I haven´t used vi for years now.

----------

## Rustylinux

ahh !

So I did the mirror select and it found the fastest 4 mirrors and it still is trying to connect to :

 => `/usr/portage/distfiles/genpatches-2.6.15-8.extras.tar.bz2'

Resolving gentoo.mirrored.ca... 142.77.49.225

Connecting to gentoo.mirrored.ca|142.77.49.225|:80... connected.

HTTP request sent, awaiting response...

then just hangs.  How can i tell it to not go to gentoo.mirrored.ca !  that isn't even in my mirror select in my make.conf

here is my make.conf:

# These settings were set by the catalyst build script that automatically built$# Please consult /etc/make.conf.example for a more detailed example

#CFLAGS="-O2 -march=i686 -pipe"

CFLAGS="-march=i686 -O2 -pipe"

CHOST="i686-pc-linux-gnu"

CXXFLAGS="${CFLAGS}"

MAKEOPTS=""

ACCEPT_KEYWORDS=""

USE=" X alsa apache2 apm arts audiofile avi berkdb bitmap-fonts bzip2 cdr cli c$FEATURES=""

USE="alsa oss ..."

SYNC="rsync://rsync.gentoo.org/gentoo-portage"

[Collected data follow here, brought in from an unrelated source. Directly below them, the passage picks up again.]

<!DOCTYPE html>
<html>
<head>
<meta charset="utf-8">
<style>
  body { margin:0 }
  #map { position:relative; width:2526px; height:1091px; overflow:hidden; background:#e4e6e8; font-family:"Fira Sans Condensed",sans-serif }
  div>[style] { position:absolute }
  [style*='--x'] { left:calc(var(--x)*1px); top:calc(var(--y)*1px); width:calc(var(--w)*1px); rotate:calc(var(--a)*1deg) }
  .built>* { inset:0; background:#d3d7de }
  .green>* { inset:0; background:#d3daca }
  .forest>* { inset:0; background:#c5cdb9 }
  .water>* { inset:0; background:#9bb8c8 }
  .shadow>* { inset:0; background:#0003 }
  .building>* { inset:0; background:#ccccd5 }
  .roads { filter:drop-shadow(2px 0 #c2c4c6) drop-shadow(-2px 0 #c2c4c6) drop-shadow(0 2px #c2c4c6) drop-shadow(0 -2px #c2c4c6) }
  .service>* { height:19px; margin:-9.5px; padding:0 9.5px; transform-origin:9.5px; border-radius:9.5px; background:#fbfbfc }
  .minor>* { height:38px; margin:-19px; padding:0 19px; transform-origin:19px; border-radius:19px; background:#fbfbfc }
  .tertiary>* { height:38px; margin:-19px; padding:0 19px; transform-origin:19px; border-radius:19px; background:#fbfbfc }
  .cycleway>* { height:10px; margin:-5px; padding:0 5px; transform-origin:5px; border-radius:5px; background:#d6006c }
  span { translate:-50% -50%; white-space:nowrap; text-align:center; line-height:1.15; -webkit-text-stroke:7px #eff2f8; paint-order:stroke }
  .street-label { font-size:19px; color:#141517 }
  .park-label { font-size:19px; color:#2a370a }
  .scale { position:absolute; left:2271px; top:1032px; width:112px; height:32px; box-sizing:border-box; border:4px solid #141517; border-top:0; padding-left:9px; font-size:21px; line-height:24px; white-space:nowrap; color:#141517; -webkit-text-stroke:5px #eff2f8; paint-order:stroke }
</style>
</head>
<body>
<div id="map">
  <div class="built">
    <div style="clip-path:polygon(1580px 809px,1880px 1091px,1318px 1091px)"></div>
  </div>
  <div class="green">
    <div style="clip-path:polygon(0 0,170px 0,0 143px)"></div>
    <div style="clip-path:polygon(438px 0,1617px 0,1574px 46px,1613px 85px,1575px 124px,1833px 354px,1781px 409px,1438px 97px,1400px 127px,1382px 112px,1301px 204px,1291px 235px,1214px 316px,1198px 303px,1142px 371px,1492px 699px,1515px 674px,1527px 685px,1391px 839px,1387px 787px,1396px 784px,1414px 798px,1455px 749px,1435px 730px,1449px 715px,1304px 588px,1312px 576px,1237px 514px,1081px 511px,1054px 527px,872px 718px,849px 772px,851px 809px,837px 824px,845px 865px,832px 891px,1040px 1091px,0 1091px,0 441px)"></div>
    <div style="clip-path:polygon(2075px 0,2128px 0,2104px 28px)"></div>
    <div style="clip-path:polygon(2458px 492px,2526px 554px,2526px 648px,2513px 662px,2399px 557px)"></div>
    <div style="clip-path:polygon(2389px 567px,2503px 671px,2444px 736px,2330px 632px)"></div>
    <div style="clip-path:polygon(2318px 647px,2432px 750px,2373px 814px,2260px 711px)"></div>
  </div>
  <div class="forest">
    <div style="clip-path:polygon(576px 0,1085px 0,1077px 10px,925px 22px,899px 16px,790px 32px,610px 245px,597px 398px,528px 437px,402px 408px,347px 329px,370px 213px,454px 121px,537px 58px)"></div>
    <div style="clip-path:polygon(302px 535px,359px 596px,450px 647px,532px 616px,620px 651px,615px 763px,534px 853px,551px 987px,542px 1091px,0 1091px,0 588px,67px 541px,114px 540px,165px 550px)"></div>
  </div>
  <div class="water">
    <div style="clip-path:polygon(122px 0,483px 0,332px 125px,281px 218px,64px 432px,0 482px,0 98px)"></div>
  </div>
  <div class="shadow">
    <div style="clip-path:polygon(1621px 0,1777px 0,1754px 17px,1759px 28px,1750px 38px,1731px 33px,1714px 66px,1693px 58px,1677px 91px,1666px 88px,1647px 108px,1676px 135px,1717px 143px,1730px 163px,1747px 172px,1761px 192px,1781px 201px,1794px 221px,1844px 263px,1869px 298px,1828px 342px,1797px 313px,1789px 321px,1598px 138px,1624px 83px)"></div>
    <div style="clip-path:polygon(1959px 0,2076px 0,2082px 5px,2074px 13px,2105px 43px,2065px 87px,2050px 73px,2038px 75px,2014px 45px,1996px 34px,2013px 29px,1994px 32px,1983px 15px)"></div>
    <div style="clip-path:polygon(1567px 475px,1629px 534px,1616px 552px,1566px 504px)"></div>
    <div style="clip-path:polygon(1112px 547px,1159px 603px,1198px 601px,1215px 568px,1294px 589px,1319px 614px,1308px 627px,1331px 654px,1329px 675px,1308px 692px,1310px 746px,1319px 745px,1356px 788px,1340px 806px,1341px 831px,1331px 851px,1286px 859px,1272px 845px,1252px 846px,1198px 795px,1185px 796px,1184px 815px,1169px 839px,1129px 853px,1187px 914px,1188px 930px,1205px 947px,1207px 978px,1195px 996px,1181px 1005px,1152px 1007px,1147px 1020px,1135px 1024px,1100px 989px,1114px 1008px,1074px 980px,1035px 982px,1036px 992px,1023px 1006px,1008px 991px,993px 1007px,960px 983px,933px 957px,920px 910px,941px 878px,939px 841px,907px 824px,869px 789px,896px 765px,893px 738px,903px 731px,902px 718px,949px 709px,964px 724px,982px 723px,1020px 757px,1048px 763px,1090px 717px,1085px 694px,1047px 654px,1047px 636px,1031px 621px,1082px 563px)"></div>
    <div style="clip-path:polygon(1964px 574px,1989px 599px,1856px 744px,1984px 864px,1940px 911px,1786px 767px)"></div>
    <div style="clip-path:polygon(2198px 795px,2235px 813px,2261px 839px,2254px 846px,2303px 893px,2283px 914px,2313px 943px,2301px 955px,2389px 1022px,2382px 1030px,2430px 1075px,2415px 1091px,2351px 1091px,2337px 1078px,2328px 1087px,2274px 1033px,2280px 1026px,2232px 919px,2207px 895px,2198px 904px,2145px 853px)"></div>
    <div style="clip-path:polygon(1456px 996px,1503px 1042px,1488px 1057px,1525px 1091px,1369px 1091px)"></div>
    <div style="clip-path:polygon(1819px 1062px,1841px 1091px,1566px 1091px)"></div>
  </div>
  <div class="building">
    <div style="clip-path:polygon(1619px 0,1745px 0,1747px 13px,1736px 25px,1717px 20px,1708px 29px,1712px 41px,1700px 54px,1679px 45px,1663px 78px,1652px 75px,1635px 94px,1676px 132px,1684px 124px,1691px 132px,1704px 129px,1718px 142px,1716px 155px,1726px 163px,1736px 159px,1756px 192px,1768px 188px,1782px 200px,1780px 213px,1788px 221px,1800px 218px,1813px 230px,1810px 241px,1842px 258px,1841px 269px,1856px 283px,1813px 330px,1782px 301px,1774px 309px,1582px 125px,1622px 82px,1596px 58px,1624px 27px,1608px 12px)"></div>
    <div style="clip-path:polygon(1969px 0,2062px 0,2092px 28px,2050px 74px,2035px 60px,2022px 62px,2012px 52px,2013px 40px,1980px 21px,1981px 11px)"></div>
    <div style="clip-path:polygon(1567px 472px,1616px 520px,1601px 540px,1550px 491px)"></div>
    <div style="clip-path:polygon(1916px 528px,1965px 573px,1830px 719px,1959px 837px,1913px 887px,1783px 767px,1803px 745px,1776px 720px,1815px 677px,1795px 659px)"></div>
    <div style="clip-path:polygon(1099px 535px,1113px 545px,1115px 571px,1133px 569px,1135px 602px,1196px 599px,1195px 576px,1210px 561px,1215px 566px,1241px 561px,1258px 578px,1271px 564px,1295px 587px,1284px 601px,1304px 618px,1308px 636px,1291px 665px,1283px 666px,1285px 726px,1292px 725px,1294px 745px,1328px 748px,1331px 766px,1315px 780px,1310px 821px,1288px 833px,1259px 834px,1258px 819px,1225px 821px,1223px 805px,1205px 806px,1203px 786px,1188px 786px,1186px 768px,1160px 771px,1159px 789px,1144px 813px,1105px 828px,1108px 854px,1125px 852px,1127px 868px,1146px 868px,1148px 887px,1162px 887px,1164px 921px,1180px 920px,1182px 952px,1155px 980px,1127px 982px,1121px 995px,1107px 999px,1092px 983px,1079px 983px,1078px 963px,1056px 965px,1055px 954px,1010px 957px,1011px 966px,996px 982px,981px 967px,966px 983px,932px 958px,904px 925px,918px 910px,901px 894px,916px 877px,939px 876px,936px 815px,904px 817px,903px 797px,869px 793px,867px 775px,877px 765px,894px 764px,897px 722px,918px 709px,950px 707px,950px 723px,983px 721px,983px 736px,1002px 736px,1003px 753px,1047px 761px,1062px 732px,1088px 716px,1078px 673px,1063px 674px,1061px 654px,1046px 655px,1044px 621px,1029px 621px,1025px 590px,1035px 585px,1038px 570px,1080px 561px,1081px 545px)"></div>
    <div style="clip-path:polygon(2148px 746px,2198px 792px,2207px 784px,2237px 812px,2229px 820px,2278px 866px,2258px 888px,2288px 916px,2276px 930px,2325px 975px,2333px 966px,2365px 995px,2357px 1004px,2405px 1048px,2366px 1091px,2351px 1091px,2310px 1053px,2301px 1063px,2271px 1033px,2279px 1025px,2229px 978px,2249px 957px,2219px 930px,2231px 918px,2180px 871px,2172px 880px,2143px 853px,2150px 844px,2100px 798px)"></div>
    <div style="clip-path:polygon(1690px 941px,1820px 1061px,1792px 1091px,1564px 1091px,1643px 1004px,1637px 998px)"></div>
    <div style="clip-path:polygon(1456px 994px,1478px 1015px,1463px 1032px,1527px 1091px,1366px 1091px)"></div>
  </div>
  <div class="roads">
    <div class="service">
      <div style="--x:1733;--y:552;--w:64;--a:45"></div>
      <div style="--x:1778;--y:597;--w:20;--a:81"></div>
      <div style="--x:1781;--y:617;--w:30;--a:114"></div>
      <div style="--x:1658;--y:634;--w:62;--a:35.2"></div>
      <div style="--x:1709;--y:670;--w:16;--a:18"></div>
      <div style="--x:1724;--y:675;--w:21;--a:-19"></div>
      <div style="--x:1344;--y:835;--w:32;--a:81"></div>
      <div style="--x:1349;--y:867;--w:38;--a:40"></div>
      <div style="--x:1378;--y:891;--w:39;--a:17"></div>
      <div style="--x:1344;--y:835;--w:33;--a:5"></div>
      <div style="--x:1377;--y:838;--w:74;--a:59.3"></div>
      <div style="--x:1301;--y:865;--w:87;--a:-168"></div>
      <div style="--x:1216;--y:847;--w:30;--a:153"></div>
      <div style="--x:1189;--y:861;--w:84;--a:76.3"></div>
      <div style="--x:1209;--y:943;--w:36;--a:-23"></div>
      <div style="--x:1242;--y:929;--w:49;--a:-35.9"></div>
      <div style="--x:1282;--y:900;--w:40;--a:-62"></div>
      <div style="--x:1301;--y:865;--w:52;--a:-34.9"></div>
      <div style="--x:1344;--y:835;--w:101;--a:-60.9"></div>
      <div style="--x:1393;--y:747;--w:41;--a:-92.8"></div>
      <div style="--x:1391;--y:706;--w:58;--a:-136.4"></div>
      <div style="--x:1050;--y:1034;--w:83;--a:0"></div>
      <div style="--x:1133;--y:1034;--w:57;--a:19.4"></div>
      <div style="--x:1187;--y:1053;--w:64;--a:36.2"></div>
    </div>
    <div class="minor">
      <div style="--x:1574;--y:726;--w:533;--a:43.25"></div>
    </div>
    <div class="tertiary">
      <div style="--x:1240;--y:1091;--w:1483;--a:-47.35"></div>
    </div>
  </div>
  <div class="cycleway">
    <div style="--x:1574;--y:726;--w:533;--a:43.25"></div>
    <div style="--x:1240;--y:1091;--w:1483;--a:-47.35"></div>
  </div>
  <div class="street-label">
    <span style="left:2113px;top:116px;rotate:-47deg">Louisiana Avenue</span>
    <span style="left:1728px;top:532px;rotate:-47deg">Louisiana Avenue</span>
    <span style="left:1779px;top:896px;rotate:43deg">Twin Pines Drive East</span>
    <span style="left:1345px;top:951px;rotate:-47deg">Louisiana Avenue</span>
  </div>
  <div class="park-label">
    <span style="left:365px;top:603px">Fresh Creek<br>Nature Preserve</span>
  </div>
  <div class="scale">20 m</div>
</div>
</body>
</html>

GENTOO_MIRRORS="http://gentoo.mirrors.tds.net/gentoo http://gentoo.llarian.net/ http://gentoo.arcticnetwork.ca/ ftp://gentoo/gentoo.arcticnetwork.ca/pub/gentoo/"

I don't get why it keeps going to this mirrors.ca connection

----------

## opentaka

try removing the servers in GENTOO_MIRRORS, one by one? and try again. I think the server is just slow

----------

## Rustylinux

the thing i don't get is i don't even have that in my mirror selection, where is it pulling that from ?

----------

## Rustylinux

I did a emerge --sync then re-ran the emerge gentoo-sources and it ran fine this time.

still would like to know where it was pulling that stupid server from tho  :Razz: 

----------

## sjauld

Strange... it must have been defaulted to that in the ebuild or something... I'm not really sure how these things work, so that could be a completely wrong answer  :Very Happy: 

----------

## opentaka

yea it's werid...

but it's good to hear that you solved it  :Smile: 

----------